- [PROBLEM] Using the string "lineWidth" as the key, pull each matching line out of the records below.

....

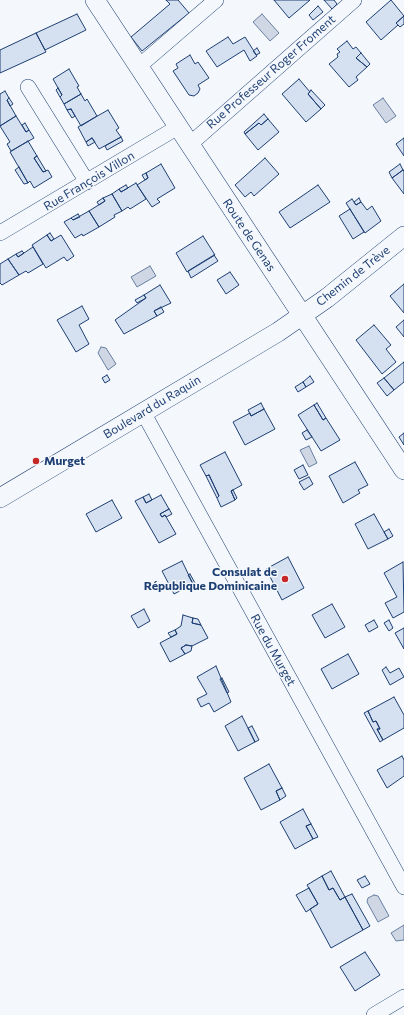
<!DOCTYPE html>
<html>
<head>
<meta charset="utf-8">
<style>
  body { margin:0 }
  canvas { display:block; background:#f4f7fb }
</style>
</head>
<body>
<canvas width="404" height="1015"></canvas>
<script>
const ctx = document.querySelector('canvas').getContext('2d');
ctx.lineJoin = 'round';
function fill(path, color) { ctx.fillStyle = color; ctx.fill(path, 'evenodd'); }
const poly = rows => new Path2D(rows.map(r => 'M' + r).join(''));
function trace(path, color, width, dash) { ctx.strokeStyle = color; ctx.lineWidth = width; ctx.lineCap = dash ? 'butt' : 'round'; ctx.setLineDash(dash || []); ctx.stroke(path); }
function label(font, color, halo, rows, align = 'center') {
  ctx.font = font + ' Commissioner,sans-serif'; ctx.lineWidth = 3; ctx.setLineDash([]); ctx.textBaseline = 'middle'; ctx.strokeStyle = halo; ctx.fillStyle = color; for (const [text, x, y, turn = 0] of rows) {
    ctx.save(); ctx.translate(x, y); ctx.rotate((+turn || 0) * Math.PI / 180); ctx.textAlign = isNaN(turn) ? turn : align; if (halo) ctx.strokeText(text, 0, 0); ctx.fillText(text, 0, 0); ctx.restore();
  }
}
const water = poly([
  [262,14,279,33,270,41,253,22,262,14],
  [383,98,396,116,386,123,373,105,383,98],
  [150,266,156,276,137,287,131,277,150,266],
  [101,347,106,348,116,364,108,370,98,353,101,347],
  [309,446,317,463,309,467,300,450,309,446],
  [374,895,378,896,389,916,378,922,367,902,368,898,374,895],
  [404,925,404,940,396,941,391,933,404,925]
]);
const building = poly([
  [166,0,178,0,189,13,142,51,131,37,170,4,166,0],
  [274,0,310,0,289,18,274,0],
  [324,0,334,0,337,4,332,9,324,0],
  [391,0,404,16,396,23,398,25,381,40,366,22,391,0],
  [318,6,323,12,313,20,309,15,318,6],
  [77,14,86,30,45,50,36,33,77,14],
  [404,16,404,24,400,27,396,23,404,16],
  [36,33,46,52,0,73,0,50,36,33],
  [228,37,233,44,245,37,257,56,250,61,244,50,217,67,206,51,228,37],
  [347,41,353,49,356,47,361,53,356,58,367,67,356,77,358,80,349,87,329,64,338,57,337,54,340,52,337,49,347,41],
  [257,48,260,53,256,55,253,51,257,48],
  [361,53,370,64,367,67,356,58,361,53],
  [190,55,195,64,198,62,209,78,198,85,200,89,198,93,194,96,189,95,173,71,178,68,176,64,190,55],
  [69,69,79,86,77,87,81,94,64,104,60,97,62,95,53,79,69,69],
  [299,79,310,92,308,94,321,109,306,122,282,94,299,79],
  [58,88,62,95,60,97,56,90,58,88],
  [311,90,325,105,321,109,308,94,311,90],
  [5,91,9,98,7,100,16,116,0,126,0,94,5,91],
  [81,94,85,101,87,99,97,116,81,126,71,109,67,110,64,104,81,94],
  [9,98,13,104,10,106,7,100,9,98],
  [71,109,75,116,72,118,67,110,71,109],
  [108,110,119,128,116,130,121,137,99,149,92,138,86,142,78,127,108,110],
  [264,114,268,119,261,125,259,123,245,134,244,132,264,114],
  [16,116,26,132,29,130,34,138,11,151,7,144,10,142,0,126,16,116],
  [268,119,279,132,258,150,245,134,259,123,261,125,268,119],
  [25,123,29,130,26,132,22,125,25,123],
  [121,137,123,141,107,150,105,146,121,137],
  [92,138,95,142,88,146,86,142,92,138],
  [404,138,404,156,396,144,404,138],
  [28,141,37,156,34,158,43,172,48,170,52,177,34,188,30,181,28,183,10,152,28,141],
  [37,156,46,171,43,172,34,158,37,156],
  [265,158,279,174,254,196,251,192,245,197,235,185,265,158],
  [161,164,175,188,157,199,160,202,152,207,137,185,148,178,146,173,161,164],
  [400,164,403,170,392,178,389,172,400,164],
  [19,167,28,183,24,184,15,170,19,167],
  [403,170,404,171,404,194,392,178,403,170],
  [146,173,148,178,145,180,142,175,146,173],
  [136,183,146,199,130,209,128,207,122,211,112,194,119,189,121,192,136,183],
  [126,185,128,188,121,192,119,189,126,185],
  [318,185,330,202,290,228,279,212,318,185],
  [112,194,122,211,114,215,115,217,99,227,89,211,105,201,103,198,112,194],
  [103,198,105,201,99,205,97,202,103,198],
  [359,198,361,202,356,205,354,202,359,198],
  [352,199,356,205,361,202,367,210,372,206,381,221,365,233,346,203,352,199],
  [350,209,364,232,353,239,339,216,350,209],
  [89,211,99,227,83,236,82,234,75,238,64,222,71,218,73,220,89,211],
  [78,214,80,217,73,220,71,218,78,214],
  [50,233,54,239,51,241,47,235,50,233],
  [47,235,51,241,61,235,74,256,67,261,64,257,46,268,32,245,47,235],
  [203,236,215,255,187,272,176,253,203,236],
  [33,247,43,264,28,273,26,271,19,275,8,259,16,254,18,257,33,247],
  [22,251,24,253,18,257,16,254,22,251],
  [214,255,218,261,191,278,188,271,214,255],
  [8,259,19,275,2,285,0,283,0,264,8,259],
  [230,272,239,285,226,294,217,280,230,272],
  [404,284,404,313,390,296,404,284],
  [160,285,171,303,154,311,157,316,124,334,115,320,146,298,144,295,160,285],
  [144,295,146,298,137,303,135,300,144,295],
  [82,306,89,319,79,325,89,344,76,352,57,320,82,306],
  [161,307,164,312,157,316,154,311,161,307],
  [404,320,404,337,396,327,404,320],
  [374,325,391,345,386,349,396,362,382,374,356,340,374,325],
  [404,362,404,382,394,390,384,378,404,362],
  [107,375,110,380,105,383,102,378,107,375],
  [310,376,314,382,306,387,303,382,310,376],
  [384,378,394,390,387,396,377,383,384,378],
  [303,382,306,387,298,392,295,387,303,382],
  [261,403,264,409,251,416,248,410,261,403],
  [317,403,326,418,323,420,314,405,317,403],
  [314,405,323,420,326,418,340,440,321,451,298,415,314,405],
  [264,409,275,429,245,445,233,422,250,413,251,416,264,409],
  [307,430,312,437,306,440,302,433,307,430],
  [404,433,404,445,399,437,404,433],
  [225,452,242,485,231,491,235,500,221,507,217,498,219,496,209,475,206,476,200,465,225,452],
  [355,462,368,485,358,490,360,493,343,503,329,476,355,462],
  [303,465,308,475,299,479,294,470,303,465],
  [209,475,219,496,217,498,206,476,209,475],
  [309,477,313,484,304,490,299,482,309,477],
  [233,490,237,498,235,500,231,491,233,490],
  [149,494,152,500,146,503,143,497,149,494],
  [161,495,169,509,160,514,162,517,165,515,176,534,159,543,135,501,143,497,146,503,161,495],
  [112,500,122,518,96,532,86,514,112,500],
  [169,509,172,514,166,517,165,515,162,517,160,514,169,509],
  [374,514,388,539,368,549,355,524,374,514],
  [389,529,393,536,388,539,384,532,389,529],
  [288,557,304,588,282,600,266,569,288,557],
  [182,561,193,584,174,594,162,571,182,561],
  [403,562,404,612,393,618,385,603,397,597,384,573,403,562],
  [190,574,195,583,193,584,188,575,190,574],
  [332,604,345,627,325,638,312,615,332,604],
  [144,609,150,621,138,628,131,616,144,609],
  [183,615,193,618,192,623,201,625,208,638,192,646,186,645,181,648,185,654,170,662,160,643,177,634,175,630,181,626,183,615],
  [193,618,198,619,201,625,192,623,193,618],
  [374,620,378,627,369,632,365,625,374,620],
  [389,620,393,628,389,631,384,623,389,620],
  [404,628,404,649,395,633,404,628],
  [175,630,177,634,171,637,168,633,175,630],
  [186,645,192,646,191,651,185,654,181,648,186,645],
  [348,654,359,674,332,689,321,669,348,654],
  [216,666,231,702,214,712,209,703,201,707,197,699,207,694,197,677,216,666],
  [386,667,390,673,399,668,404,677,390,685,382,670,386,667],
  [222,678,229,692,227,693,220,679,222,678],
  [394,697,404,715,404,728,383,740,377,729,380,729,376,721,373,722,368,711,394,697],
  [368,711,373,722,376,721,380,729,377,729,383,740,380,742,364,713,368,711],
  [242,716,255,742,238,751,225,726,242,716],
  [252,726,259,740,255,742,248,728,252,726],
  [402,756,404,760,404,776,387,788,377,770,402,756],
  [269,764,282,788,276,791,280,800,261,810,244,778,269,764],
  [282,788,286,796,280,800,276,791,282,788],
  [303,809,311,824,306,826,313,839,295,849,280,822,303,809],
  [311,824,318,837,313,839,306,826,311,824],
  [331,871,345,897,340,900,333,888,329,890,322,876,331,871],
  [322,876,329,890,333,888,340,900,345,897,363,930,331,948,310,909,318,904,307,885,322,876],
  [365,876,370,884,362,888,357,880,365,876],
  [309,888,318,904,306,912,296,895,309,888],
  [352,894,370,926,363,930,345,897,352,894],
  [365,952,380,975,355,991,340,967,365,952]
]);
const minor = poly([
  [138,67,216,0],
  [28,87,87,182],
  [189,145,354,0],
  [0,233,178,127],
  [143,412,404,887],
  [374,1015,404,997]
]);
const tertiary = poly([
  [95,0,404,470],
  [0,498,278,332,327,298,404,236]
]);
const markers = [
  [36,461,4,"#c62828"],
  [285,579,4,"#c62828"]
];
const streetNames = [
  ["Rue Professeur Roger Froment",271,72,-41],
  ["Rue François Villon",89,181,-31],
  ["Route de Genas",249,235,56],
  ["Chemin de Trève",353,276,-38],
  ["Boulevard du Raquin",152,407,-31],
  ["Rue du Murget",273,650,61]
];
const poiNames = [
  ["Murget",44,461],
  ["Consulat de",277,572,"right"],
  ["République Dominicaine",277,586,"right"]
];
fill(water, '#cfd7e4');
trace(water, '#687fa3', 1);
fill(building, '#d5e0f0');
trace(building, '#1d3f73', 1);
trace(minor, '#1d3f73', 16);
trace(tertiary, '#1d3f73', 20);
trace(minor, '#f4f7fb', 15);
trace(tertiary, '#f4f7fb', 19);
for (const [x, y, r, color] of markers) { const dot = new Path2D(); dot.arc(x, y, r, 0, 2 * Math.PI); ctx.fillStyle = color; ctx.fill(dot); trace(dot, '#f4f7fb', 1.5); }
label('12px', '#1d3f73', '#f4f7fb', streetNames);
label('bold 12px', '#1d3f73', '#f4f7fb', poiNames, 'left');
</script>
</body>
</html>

....

- [TASK SOLUTION]
function trace(path, color, width, dash) { ctx.strokeStyle = color; ctx.lineWidth = width; ctx.lineCap = dash ? 'butt' : 'round'; ctx.setLineDash(dash || []); ctx.stroke(path); }
  ctx.font = font + ' Commissioner,sans-serif'; ctx.lineWidth = 3; ctx.setLineDash([]); ctx.textBaseline = 'middle'; ctx.strokeStyle = halo; ctx.fillStyle = color; for (const [text, x, y, turn = 0] of rows) {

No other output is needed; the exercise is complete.